Particles are then generated and advected using the OceanDrift Lagrangian model from the Norwegian trajectory modeling framework OpenDrift (Dagestad et al.2018). Figure 2 shows such a dispersion and the associated concentration field.

Thus, we can generate different dispersion simulations by changing the initial particle position seed, which changes the distribution of particle trajectories and the initial masses of the particles. We can also change the flow field parameters A, ω, and ϵ.

In the following section, we modify the flow field parameters and the particle position seeds to create assimilation test cases that use two simulations: a reference and a forecast. We then sample observations from the reference simulation and assimilate them inside the forecast simulation. By doing so, we mimic assimilating real concentration data into an uncertain flow field in the presence of model error.

3.3 Assimilation experiment setup

In order to assess and quantify the efficacy of the assimilator in different cases, we designed two experiments.

The first one aims to verify that, when the forecast flow field reproduces the reference flow field accurately, our implemented scheme can correct an incorrect total mass guess. It also intends to check that the estimate gets better when the observation error gets lower, as one would generally expect.

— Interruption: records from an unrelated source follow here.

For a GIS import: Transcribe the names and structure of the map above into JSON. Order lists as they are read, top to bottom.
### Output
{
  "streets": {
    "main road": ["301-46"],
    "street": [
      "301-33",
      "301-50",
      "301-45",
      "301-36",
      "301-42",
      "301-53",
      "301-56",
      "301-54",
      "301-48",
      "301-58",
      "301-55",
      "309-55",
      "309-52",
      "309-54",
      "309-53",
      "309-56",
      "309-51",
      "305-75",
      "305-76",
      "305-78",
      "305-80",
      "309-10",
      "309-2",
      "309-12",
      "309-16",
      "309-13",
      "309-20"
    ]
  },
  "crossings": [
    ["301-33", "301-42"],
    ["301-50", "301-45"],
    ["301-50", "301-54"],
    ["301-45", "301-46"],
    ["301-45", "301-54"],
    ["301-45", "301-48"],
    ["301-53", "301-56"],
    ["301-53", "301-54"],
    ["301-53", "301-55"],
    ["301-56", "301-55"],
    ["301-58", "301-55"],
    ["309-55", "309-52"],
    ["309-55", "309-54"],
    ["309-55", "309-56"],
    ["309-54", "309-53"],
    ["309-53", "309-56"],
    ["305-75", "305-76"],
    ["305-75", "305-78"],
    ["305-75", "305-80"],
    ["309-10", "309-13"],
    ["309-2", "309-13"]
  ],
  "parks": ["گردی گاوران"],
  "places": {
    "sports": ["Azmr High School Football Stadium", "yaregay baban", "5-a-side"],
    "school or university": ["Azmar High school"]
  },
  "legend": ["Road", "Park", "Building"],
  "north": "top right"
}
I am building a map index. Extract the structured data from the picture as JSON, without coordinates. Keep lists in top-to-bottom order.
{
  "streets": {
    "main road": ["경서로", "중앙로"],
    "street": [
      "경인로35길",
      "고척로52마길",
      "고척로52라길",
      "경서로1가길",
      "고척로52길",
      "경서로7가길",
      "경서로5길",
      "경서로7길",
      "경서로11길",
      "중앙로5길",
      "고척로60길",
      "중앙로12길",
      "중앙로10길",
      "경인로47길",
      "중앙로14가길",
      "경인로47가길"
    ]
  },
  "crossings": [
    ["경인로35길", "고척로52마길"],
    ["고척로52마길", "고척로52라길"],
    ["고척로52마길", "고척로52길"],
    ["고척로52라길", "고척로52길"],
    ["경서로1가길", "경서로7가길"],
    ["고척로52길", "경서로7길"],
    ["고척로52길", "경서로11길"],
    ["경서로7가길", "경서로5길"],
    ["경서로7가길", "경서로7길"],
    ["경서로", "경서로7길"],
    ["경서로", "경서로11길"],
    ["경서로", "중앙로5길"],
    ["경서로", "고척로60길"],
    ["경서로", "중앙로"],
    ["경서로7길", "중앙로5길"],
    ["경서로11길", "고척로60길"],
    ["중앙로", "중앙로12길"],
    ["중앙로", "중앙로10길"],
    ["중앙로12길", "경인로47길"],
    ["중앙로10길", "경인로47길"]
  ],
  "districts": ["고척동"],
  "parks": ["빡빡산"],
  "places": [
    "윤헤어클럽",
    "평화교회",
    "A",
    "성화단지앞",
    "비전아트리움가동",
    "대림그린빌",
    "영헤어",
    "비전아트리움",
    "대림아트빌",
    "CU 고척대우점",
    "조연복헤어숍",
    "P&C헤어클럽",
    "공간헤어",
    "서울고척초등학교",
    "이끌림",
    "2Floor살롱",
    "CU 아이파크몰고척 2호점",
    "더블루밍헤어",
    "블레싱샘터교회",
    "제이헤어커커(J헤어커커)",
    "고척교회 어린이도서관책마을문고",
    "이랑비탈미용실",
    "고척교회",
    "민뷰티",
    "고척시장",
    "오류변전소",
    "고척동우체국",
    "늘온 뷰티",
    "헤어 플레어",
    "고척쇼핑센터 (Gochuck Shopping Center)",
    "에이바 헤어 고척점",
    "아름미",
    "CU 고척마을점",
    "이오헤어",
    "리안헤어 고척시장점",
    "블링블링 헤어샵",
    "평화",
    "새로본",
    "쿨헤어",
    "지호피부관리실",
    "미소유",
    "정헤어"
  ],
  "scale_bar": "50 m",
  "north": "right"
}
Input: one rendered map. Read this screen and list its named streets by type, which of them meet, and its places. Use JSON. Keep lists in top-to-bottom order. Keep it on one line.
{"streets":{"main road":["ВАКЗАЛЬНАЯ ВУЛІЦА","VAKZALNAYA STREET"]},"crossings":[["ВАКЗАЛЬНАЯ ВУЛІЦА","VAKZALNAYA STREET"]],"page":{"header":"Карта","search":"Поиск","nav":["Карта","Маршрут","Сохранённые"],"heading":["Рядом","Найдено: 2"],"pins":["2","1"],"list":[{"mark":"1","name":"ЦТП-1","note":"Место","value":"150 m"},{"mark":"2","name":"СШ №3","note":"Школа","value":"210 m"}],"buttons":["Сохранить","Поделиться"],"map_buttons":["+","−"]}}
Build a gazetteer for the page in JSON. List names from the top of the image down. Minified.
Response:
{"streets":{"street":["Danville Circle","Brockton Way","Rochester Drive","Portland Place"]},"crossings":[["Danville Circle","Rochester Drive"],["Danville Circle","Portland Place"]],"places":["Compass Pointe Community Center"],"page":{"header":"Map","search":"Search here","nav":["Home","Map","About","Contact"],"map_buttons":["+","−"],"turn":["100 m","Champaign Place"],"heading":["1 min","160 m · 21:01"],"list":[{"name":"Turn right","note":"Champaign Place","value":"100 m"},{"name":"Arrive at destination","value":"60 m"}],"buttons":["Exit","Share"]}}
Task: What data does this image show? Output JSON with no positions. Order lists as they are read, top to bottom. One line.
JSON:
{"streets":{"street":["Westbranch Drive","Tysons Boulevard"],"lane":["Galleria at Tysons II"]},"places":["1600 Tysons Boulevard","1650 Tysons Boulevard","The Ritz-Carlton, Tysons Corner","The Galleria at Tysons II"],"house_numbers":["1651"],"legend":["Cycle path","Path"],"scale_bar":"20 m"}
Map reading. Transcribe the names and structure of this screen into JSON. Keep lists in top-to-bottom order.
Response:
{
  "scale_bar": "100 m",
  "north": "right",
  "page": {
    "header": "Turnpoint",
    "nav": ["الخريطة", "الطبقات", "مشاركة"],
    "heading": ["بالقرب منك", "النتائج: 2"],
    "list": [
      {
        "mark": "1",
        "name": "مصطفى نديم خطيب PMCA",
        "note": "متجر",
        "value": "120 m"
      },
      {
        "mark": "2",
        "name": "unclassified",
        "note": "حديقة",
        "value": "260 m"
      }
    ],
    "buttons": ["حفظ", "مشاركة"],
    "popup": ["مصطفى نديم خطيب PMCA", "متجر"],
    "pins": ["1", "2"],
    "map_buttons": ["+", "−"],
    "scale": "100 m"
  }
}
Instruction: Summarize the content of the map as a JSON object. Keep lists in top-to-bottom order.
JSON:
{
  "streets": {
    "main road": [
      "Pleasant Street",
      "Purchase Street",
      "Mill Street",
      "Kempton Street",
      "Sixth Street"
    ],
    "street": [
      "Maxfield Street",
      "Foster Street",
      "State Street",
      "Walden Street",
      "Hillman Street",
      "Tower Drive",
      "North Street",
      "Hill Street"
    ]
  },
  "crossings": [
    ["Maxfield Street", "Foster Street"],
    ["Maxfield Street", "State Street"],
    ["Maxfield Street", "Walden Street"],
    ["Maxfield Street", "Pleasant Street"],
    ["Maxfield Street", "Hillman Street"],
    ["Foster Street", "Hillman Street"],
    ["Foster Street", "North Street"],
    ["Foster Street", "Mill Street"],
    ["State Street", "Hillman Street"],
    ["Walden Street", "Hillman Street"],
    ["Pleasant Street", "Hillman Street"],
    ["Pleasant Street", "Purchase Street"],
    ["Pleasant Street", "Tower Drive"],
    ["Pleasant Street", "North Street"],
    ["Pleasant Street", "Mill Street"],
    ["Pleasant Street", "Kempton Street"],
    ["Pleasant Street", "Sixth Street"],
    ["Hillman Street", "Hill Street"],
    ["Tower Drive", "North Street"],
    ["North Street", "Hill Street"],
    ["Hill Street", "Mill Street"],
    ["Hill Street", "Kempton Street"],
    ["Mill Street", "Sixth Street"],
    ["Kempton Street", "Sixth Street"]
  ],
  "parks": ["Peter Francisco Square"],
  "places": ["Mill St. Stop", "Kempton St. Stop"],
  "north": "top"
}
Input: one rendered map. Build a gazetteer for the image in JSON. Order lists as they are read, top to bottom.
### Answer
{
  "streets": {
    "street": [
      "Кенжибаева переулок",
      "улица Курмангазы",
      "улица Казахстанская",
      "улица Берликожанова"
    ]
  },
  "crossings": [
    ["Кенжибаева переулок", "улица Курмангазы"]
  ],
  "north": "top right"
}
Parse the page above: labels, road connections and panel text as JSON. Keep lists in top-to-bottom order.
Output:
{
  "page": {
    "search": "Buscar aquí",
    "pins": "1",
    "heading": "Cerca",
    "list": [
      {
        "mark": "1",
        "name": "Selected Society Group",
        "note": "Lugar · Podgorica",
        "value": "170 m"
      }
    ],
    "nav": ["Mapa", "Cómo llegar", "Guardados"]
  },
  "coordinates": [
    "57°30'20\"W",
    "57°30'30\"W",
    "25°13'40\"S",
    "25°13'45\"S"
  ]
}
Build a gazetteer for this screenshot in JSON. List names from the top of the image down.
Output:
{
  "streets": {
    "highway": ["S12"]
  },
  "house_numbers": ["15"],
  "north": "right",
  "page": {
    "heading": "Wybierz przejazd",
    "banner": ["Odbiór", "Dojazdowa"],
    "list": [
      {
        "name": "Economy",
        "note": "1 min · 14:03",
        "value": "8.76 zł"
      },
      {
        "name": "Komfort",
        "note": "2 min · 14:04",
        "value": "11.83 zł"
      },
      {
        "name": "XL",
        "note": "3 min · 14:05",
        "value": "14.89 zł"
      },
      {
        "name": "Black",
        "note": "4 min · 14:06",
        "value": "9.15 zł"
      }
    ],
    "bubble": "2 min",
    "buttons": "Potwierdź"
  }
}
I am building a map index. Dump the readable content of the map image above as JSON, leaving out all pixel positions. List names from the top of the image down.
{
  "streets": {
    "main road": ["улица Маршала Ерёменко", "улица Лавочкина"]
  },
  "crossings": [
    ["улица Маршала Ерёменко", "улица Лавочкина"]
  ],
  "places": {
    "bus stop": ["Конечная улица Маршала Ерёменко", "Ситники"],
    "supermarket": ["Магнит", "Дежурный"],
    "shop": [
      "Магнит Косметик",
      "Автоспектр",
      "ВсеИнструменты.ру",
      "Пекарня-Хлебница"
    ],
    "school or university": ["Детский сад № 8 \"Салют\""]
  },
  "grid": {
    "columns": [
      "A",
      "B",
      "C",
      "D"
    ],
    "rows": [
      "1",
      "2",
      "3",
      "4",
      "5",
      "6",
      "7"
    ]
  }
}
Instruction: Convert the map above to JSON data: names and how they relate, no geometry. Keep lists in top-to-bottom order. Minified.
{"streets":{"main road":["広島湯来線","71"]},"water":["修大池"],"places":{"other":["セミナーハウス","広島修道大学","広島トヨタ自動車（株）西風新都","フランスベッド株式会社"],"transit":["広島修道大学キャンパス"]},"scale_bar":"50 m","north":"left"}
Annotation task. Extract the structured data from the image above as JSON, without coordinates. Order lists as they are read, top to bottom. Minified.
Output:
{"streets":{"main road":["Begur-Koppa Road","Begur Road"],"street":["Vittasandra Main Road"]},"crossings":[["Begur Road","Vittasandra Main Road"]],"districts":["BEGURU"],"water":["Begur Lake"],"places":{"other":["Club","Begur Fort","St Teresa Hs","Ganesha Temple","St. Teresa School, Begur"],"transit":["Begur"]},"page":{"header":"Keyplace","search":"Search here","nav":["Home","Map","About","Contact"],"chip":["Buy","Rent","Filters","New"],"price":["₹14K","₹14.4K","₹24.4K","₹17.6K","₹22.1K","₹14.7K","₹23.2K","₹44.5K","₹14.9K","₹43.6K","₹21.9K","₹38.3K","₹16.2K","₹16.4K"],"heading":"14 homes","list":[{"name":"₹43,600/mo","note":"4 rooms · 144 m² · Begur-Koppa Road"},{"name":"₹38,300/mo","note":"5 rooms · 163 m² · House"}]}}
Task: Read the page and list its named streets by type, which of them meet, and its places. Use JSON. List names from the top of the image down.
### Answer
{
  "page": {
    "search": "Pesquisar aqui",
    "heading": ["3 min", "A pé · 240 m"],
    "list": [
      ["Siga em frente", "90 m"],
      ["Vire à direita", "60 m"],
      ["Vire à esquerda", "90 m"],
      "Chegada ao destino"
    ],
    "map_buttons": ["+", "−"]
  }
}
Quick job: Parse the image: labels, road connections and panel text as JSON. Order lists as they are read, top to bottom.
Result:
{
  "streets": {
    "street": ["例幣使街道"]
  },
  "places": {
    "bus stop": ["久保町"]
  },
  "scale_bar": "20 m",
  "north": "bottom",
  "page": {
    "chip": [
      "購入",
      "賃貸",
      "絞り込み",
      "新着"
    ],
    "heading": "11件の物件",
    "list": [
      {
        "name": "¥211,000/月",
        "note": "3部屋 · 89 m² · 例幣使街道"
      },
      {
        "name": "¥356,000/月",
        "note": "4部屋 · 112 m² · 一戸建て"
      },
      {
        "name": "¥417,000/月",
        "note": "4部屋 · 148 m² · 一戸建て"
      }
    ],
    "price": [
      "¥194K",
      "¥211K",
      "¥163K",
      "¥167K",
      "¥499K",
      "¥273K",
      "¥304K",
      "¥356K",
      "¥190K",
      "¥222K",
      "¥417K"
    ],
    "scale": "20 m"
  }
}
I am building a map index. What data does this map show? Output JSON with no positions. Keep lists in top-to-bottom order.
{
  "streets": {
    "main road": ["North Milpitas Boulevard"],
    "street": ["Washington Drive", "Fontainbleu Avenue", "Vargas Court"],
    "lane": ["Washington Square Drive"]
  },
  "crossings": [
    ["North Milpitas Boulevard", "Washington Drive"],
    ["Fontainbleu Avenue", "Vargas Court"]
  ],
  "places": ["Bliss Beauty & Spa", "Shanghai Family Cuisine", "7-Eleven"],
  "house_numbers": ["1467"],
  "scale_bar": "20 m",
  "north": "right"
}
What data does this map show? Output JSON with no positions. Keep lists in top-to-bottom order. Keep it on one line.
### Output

The second experiment aims to assess the assimilator's behavior and efficacy when the forecast flow field is slightly different from the reference by changing the double-gyre parameters A and ϵ.

In both experiments, we run several test cases to assimilate observations taken from a reference simulation into a forecast simulation using the assimilator. Then, we compute the total plastic mass estimation error and the concentration field root mean square error (RMSE) to assess how close the assimilated forecast gets to the reference situation. This procedure is depicted in Fig. 3.

Figure 3Schematic depiction of a test case using a reference and a forecast simulation.


In each test case, the Ocean Plastic Assimilator is executed over the course of 2000 time steps. The double-gyre size, which is [0,2]×[0,1], is dimensionless; this means that the time step is dimensionless too. However, if the flow field was the size of the Great Pacific Garbage Patch, then with A=0.1 the time step would be of the order of a day.

Over the double gyre, we define a gridded domain of size (60,40) and select two fixed observation points to run each assimilation test case. This sampling pattern can be thought of as representing a set of moorings that one may deploy in the real ocean. H is defined as a matrix that subsets (x)i,j to two points of observations.

For the ith point, the measurement is simulated by adding a random error to xi such as

(11) y i = max ( x i + N ( 0 , σ rel x i ) , 0 ) .

To compute matrix R, we choose to model the observation error as a sum of an additive error σ0 and a multiplicative relative error σrel. As such, with yi the value measured at the ith observation point is

(12) R = diag ( σ 0 2 + ( σ rel y 1 ) 2 , σ 0 2 + ( σ rel y 2 ) 2 ) .

In the following, unless specified otherwise, we use Ne=10, σe=0.05, Np=25 000, σ0=0.1, and σrel=1 %. The coordinates of the two observation points are the following pairs: (12,4),(55,27).

4 Results

4.1 Estimating the total plastic mass in the forecast

In this first experiment, we want to assess the ability of our newly implemented scheme to estimate the total mass of plastics in the reference simulation correctly.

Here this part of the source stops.